2. If so, can the appellant rely on the so-called due diligence defence under subsections 227.1(3) and 323(3) of the Income Tax Act (“ITA”) and Excise Tax Act (“ETA”) respectively?
ITA / ETA
| Section 227.1—Liability of directors for failure to deduct |
| 227.1(1)—Liability of directors for failure to deduct |
| 227.1(3)—Idem [Limitations on liability] |
| 227.1(4)—Limitation period |
| Section 323—Tax liability re transfers not at arm’s length |
| 323(1)—Liability of directors |
| 323(3)—Diligence |
| 323(5)—Time limit |
Cases Cited
| Aujla v. Canada (2008 FCA 304) |
| Bremner v. Canada (2009 FCA 146) |
| Buckingham v. Canada (2011 FCA 142) |
Analysis
[16] The appellant argues that he ceased to be a director of cDemo and Global on January 11, 2006, the date on which he posted his letter of resignation at the offices of the two corporations. The appellant submits that, consequently he is not liable for the unremitted source deductions and GST because his resignation occurred more than two years before the assessments. According to the appellant, his continued involvement with cDemo and Global was solely in the capacity of creditor and shareholder, and not as a director. Finally, in the event of a finding to the contrary, the appellant claims that he exercised due diligence to prevent cDemo and Global from failing to remit the source deductions and GST.
[17] In response, the Minister submits that the appellant did not cease to be a director of cDemo or Global more than two years before the assessments. Further, the Minister contends that the appellant did not exercise due diligence to prevent cDemo and Global from failing to remit the source deductions and GST. Therefore, he is liable for their payment.
[20] In the present appeals, it is therefore necessary to determine whether the appellant was a director within the two years preceding the assessments for director’s liability.
[21] Neither the ITA nor the ETA defines when an individual ceases to be a director for the purpose of the director’s liability provisions.
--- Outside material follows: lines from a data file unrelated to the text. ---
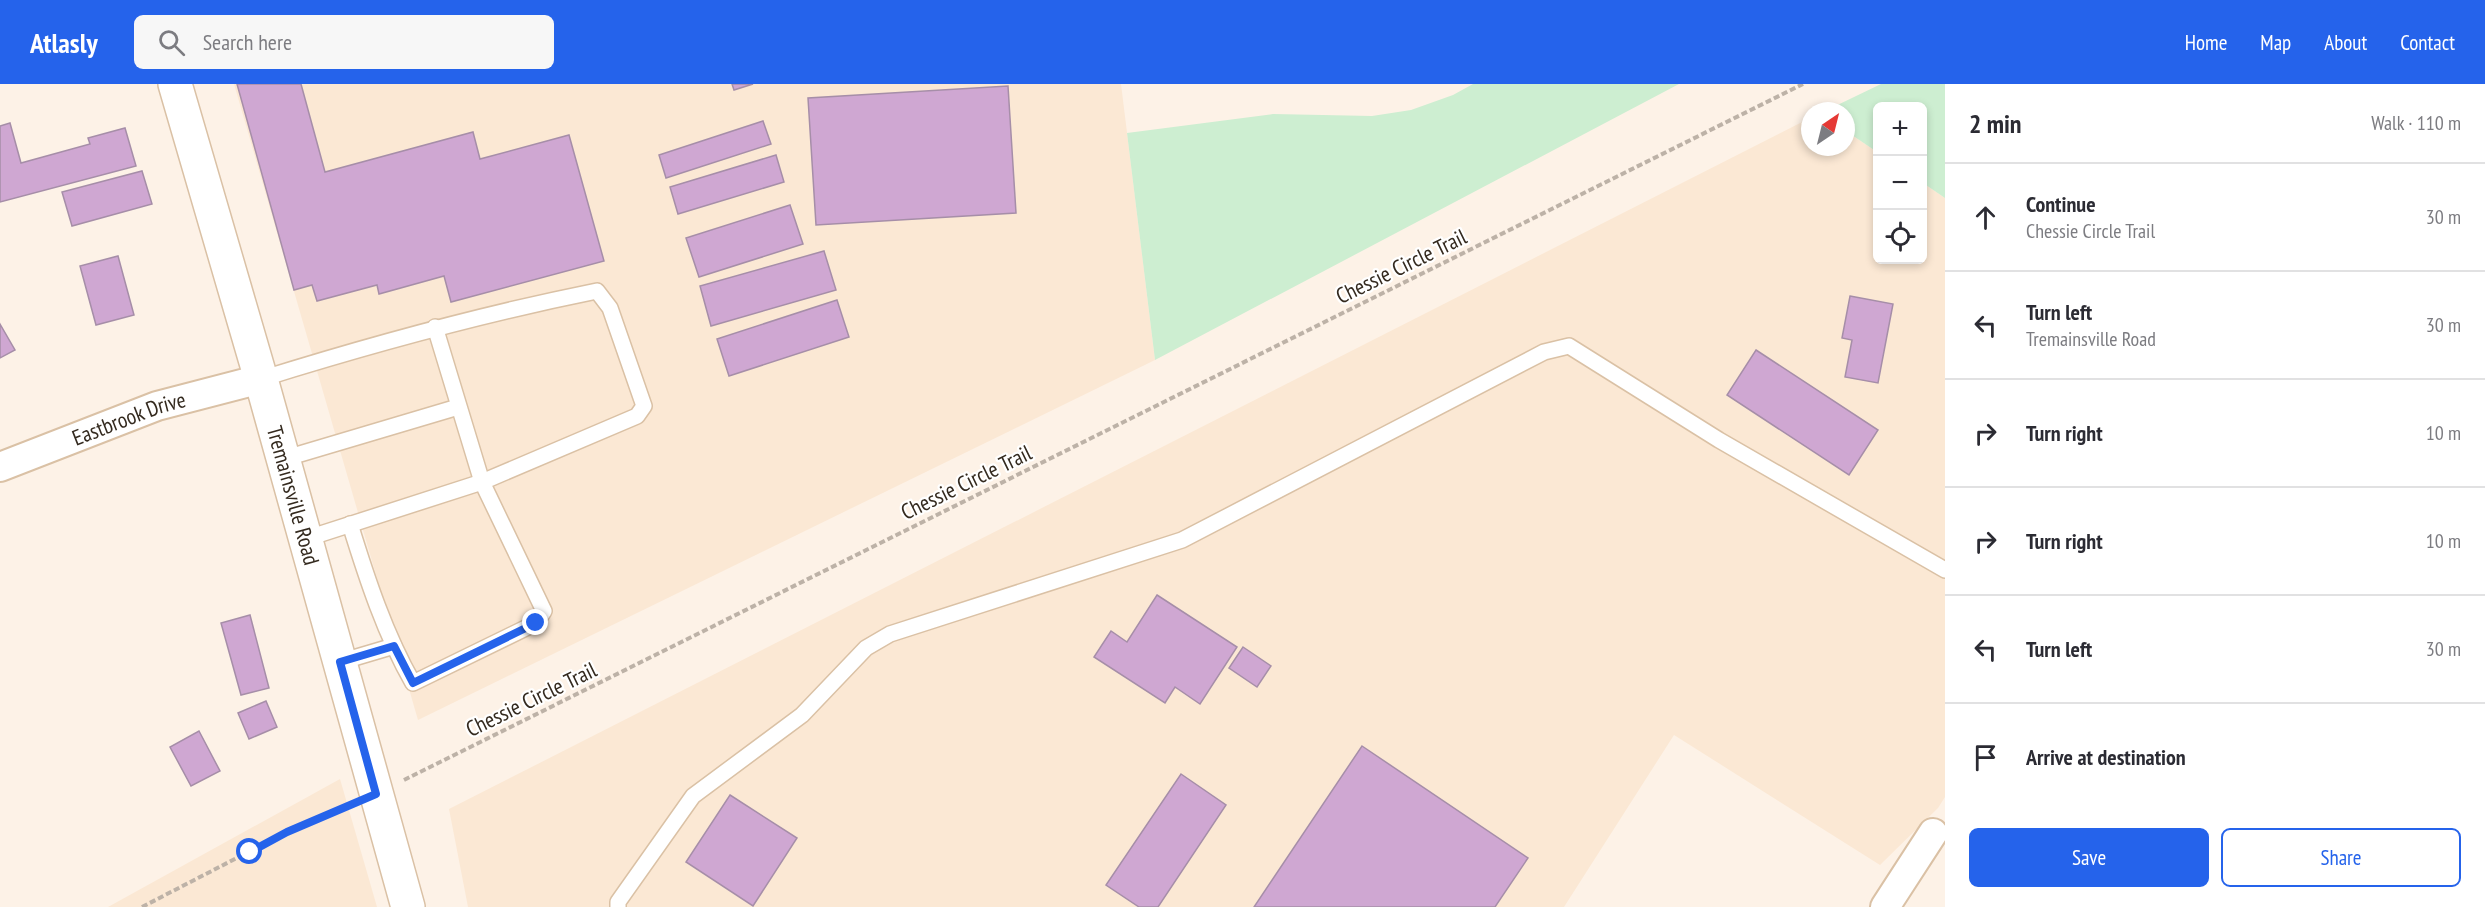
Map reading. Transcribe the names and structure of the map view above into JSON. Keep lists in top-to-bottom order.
{
  "streets": {
    "street": ["Eastbrook Drive", "Tremainsville Road"],
    "path": ["Chessie Circle Trail"]
  },
  "crossings": [
    ["Chessie Circle Trail", "Tremainsville Road"],
    ["Eastbrook Drive", "Tremainsville Road"]
  ],
  "north": "top right",
  "page": {
    "header": "Atlasly",
    "search": "Search here",
    "nav": [
      "Home",
      "Map",
      "About",
      "Contact"
    ],
    "heading": ["2 min", "Walk · 110 m"],
    "map_buttons": ["+", "−"],
    "list": [
      ["Continue", "Chessie Circle Trail", "30 m"],
      ["Turn left", "Tremainsville Road", "30 m"],
      ["Turn right", "10 m"],
      ["Turn right", "10 m"],
      ["Turn left", "30 m"],
      "Arrive at destination"
    ],
    "buttons": ["Save", "Share"]
  }
}
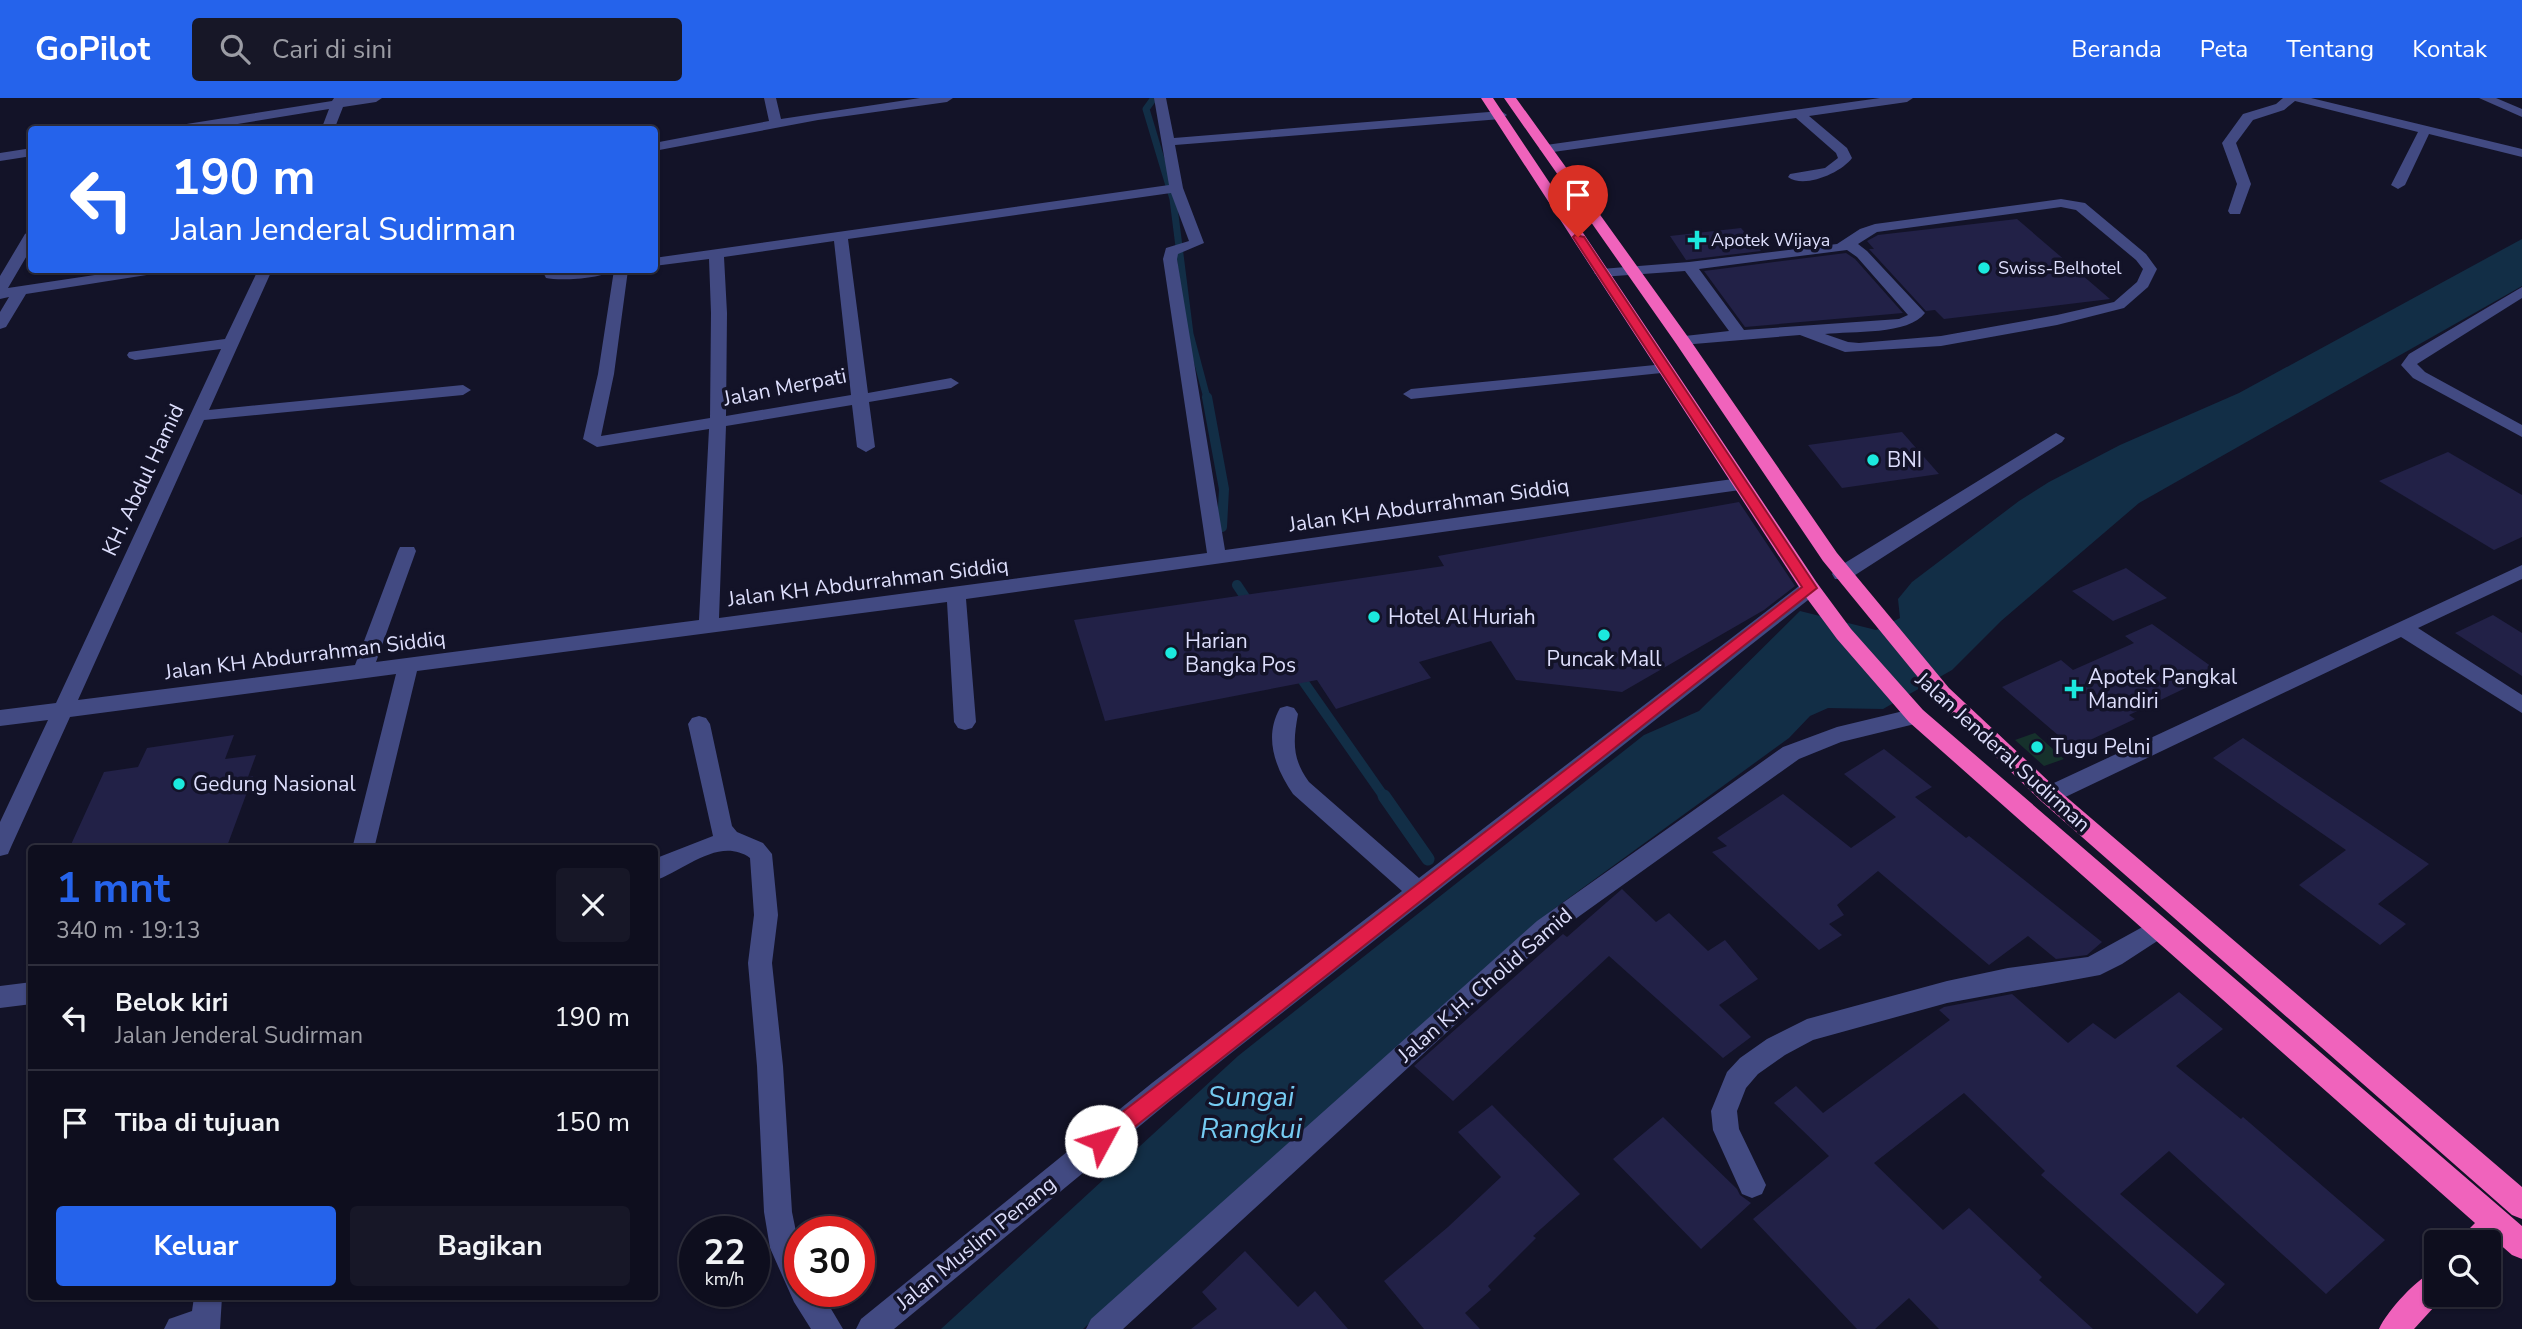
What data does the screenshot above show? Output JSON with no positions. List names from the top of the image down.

Rather, the corporate law of the relevant jurisdiction is determinative: Aujla v. Canada, 2008 FCA 304, [2009] 3 F.C.R. 93, at paragraphs 23 to 25.
[22] A director may be a de jure director or a de facto director for the purpose of director’s liability under the ITA and ETA: see Mosier v. R., [2001] G.S.T.C. 124 (TCC), at paragraph 23. A de jure director is an individual who has been appointed as such pursuant to the corporate law of the jurisdiction in which the corporation was created or continued, as the case may be. A de facto director can exist in two forms. As Bowman A.C.J., as he then was, observed in Mosier, at paragraph 23, “de facto directors can be those who are ostensibly duly elected but who may lack some qualification under the relevant company law, and those who simply assume the role of director without any pretence of legal qualification”. Either de jure or de facto directorship can give rise to director’s liability.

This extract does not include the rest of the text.